Kaysi Holman is the Program Coordinator for the PhD Lab in Digital Knowledge in the John Hope Franklin Humanities Institute and HASTAC at Duke University. In 2014, she produced the “History and Future of (Mostly) Higher Education” MOOC taught by former PhD Lab Co-Director, Cathy N. Davidson. Producing the MOOC included do-it-yourself filming and editing, building the course platform, quizzes and forums on Coursera, managing intellectual property permissions, creating wikis, and more. As this experience indicates, Kaysi enjoys learning new things–technologies, theoretical approaches, tools and methodologies. She holds a J.D. from Arizona State University School of Law and a B.S. in Cognitive Studies from Vanderbilt University.
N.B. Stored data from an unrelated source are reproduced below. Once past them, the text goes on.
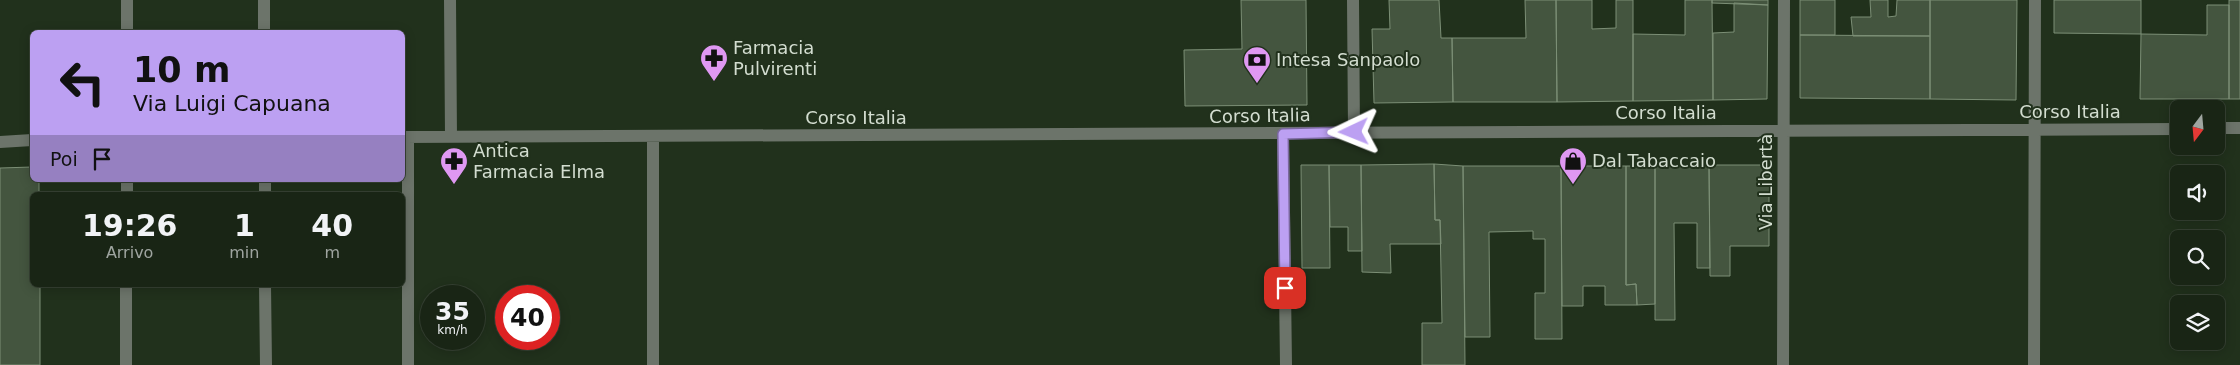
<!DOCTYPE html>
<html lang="it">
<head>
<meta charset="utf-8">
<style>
	:root { --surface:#192515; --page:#222d1e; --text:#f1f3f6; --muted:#9fa5a0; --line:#374234 }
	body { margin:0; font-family:"DejaVu Sans",sans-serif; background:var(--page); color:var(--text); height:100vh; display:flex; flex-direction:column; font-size:19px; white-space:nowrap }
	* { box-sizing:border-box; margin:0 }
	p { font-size:16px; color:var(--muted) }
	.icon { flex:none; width:28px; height:28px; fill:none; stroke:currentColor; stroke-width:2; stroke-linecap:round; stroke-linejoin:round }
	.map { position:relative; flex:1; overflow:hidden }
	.drawer { position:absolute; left:30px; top:192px; width:375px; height:95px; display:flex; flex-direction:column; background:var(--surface); border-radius:8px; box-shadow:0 2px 12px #0003,0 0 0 1px var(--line) }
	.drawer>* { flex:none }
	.top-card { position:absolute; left:30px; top:30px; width:375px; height:152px; border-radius:8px; box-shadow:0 2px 12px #0003,0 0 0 1px var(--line); background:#bca0f2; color:#111; overflow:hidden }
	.needle { width:32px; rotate:196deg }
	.controls { position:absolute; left:2170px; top:100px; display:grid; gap:10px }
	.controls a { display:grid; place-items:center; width:55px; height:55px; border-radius:8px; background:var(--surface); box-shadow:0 2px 12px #0003,0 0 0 1px var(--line); font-size:25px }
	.speed { position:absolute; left:420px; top:285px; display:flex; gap:10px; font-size:25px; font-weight:700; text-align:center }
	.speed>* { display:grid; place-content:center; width:65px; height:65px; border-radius:50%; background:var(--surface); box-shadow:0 2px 12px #0003,0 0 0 1px var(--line); line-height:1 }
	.speed small { font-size:12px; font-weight:400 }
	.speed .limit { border:8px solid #d22; background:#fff; color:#111 }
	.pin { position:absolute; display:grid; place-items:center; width:42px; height:42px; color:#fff; margin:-21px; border-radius:10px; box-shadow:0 2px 8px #0006 }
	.me { position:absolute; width:55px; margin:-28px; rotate:268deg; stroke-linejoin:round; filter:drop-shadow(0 0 4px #0008) }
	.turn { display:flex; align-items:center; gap:18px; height:105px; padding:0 20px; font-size:22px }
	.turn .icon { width:65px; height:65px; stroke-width:2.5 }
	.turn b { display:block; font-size:35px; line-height:42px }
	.then { display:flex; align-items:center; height:48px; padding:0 20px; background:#0003; gap:10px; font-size:19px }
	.eta { display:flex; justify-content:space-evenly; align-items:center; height:85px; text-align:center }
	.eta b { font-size:30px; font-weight:600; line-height:35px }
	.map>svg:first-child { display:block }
	.building { fill:#44553f; stroke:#7c8f76 }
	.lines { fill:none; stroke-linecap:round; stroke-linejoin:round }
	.minor { stroke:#6c746a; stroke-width:12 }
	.route-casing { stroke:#7a689d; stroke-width:12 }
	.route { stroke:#bca0f2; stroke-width:9 }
	.labels { text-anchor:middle; stroke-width:4; stroke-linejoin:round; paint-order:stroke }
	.poi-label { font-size:18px; fill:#d3ddd0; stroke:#21311c; text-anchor:start }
	.street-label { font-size:18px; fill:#d3ddd0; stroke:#21311c }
</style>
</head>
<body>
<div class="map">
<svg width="2240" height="365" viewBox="0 0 2240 365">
	<rect width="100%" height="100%" fill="#21311c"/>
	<!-- building -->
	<path class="building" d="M1241 0H1306L1307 105 1185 106 1184 50 1242 49Z
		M1389 0H1439L1441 38H1452L1453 102 1374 103 1372 29H1390Z
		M1525 0H1556L1557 102H1453L1452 38H1526Z
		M1556 0H1592V29L1616 28V0H1633V101L1557 102Z
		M1685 0H1712L1713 100 1633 101V34L1685 35Z
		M1712 0H1768V5L1712 3Z
		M1800 0H1835V35H1800Z
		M1870 0H1888V17L1896 16 1897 0H1930V36H1853L1851 17H1871Z
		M1930 0H2017L2016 100 1930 99Z
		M2054 0H2141V34L2054 33Z
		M2229 0H2240V99H2229Z
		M1734 3 1768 5 1767 99 1713 100V33L1734 32Z
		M2207 5H2229V99H2140L2141 34 2207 35Z
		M1800 35 1930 36V99L1800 98Z
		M1434 164 1463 166 1465 365H1422V323H1442L1440 220H1435Z
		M1434 164 1435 220H1440L1441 244H1390L1391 273 1362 272 1361 165Z
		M1301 165H1329L1330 268H1302Z
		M1329 165H1361L1362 251H1348V227H1330Z
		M1709 165 1710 268H1697V223H1674L1675 320H1655V166Z
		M1709 165H1769V246H1730V276H1710Z
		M1463 166H1561L1562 339H1535V293H1545V239H1533V231L1489 232 1490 337H1465Z
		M1561 166H1626V285L1636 284 1637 305H1605V286H1583V306H1562Z
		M1626 166H1655V304L1637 305 1636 284 1626 285Z
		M32 167V180H39V195H32V285H40V365H0V168Z"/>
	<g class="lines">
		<!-- minor -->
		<path class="minor" d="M264 0V32
			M450 0 451 137
			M1353 0 1354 132
			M127 32V0
			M2216 128H2240
			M1283 134 1286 365
			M402 137 2179 129
			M0 142 32 140
			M265 180V195
			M127 195V180
			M265 285 266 365
			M126 365V285
			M408 365V138
			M653 365V136
			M1783 365 1784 0
			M2034 365 2035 0"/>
	</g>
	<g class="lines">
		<!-- route casing -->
		<g class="route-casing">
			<path id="route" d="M1285 288 1283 134 1354 132"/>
		</g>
		<!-- route -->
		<use href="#route" class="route"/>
	</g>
	<!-- icons -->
	<defs>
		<g id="pharmacy-pin" transform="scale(1.4375)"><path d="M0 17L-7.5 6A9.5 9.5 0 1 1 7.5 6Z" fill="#df98f2" stroke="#21311c"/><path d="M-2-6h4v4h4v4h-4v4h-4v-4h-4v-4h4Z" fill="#111"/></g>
		<g id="bank-pin" transform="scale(1.4375)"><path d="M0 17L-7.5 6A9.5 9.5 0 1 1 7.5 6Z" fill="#df98f2" stroke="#21311c"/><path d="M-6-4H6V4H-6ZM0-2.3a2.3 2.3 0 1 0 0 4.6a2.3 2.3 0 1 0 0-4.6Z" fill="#111"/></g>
		<g id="shop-pin" transform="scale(1.4375)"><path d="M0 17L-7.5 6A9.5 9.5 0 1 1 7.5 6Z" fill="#df98f2" stroke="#21311c"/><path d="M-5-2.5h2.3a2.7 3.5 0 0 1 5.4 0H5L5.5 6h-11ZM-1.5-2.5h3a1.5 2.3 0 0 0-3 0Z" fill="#111"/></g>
	</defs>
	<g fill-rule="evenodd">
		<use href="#pharmacy-pin" x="714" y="58"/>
		<use href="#bank-pin" x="1257" y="60"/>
		<use href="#pharmacy-pin" x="454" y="161"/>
		<use href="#shop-pin" x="1573" y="161"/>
	</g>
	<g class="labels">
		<!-- poi labels -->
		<g class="poi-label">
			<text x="733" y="54">Farmacia<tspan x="733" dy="21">Pulvirenti</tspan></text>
			<text x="1276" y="66">Intesa Sanpaolo</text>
			<text x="473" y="157">Antica<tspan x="473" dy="21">Farmacia Elma</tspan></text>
			<text x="1592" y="167">Dal Tabaccaio</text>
		</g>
		<!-- street labels -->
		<g class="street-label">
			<text x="2070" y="118">Corso Italia</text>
			<text x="1666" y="119">Corso Italia</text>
			<text transform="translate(1260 116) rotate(-1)" y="6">Corso Italia</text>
			<text x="856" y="124">Corso Italia</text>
			<text transform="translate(1766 182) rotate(-90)" y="6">Via Libertà</text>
		</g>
	</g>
</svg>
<div class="controls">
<a><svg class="needle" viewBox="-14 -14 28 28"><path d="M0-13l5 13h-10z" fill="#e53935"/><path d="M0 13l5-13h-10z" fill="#9fa5a0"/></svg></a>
<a><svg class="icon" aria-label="sound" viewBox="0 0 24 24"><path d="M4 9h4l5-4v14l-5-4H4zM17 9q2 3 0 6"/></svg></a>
<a><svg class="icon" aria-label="search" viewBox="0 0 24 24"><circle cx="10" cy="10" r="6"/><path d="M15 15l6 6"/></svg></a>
<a><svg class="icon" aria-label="layers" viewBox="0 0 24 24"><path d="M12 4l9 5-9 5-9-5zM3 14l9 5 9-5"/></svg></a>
</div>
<div class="speed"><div>35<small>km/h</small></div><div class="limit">40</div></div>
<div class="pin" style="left:1285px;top:288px;background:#d93025"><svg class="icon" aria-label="arrive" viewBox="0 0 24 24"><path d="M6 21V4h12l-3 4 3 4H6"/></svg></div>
<svg class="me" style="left:1354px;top:132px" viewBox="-20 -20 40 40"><path d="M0-17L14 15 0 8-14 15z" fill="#bca0f2" stroke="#fff" stroke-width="4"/></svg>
<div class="top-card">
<div class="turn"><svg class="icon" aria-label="left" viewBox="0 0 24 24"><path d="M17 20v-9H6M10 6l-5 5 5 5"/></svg><div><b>10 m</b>Via Luigi Capuana</div></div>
<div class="then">Poi<svg class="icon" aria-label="arrive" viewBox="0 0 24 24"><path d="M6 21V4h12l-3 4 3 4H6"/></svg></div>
</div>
<section class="drawer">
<div class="eta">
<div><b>19:26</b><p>Arrivo</p></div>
<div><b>1</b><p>min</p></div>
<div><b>40</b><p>m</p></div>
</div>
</section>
</div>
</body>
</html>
Translator, Editor, and Advisor
Diana Marcela Gómez Correal earned her PhD in Anthropology at University of North Carolina-Chapel Hill. She completed both a BA in anthropology and an MA in History at the National University in Bogotá. Her MA thesis was a reconstruction of the second-wave feminist movement in Colombia (1970s and 1980s). A book based on her MA thesis was published in Bogotá (Spring 2011). Diana’s doctoral research focuses on the politicization of family, organizational and communal ties of caring and belonging in Colombia in contexts of pervasive violence. She is particularly interested in the role of emotions in collective action and issues of subjectivity, identity, memory, gender, and power in the social mobilization of victims of state and right wing violence. Since 2002, she has been part of different expressions of the women’s movement and the human rights, victims and peace movements in Colombia.